Authority and Issuance
For the reasons set forth in the preamble, the CFPB amends 12 CFR
part 1090 as set forth below:
PART 1090--DEFINING LARGER PARTICIPANTS OF CERTAIN CONSUMER
FINANCIAL PRODUCT AND SERVICE MARKETS
0
1. The authority citation for part 1090 continues to read as follows:
Authority: 12 U.S.C. 5514(a)(1)(B); 12 U.S.C. 5514(a)(2); 12
U.S.C. 5514(b)(7)(A); and 12 U.S.C. 5512(b)(1).
0
2. Add Sec. 1090.109 to subpart B to read as follows:
Sec. 1090.109 General-use digital consumer payment applications
market.
(a)(1) Market definition. Providing a general-use digital consumer
payment application means providing a covered payment functionality
through a digital payment application for consumers' general use in
making consumer payment transaction(s) as defined in this subpart.
(2) Market-related definitions. As used in this section:
(i) Consumer payment transaction(s) means, except for transactions
excluded under paragraphs (a)(2)(i)(A) through (D) of this section, the
transfer of funds by or on behalf of a consumer who resides in a State
to another person primarily for personal, family, or household
purposes. The term applies to transfers of consumer funds and transfers
made by extending consumer credit, except for the following
transactions:
(A) An international money transfer as defined in Sec.
1090.107(a);
(B) A transfer of funds by a consumer:
(1) That is linked to the consumer's receipt of a different form of
funds, such as a transaction for foreign exchange as defined in 12
U.S.C. 5481(16); or
(2) That is excluded from the definition of ``electronic fund
transfer'' under Sec. 1005.3(c)(4) of this chapter;
(C) A payment transaction conducted by a person for the sale or
lease of goods or services that a consumer selected from that person or
its affiliated company's online or physical store or marketplace, or
for a donation to a fundraiser that a consumer selected from that
person or its affiliated company's platform; and
(D) An extension of consumer credit initiated through a digital
application that is provided by a person who is extending, brokering,
acquiring, or purchasing the credit or that person's affiliated
company.
(ii) Covered payment functionality means a funds transfer
functionality as defined in paragraph (a)(2)(ii)(A) of this section, a
wallet functionality as defined in paragraph (a)(2)(ii)(B) of this
section, or both.
(A) Funds transfer functionality means, in connection with a
consumer payment transaction:
(1) Receiving funds from a consumer for the purpose of transmitting
them; or
(2) Accepting from a consumer and transmitting payment
instructions.
(B) Payment wallet functionality means a product or service that:
(1) Stores for a consumer account or payment credentials, including
in encrypted or tokenized form; and
(2) Transmits, routes, or otherwise processes such stored account
or payment credentials to facilitate a consumer payment transaction.

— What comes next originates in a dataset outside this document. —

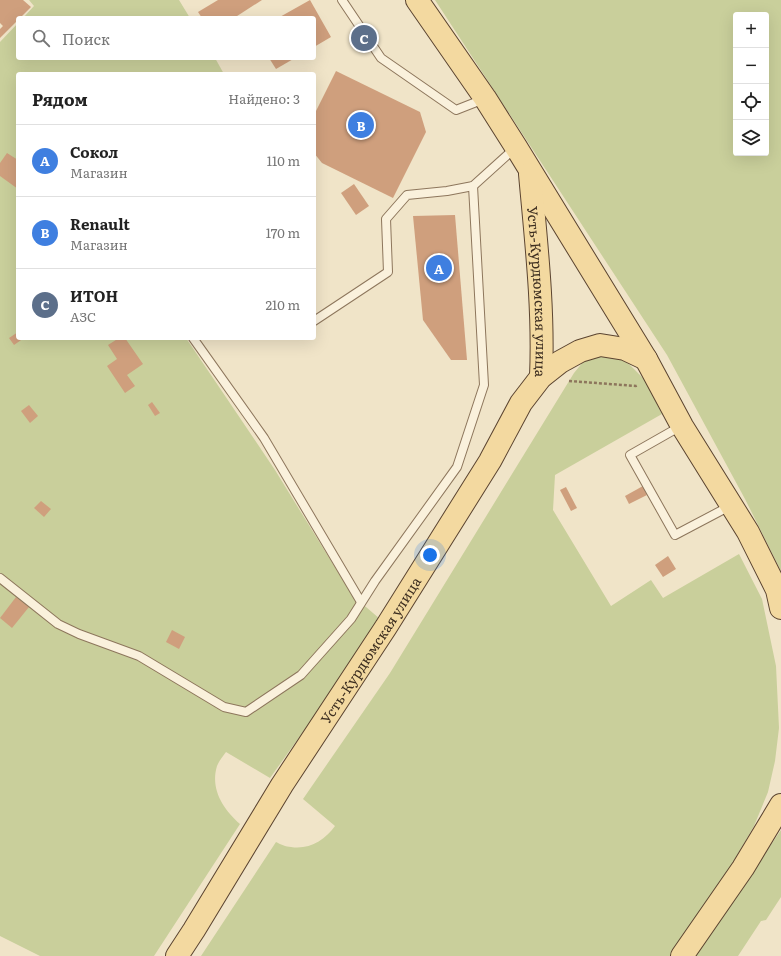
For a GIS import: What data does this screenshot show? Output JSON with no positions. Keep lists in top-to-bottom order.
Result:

(iii) Digital payment application, for purposes of this subpart,
means a software program a consumer may access through a personal
computing device, including but not limited to a mobile phone, smart
watch, tablet, laptop computer, or desktop computer. Examples of
digital payment applications covered by this definition include an
application a consumer downloads to a personal computing device, a
website a consumer accesses by using an internet browser on a personal
computing device, or a program the consumer activates from a personal
computing device using a personal identifier such as a passkey,
password, PIN, or consumer's biometric identifier, such as a
fingerprint, palmprint, face, eyes, or voice. Operating a web browser
is not an example of providing a digital payment application.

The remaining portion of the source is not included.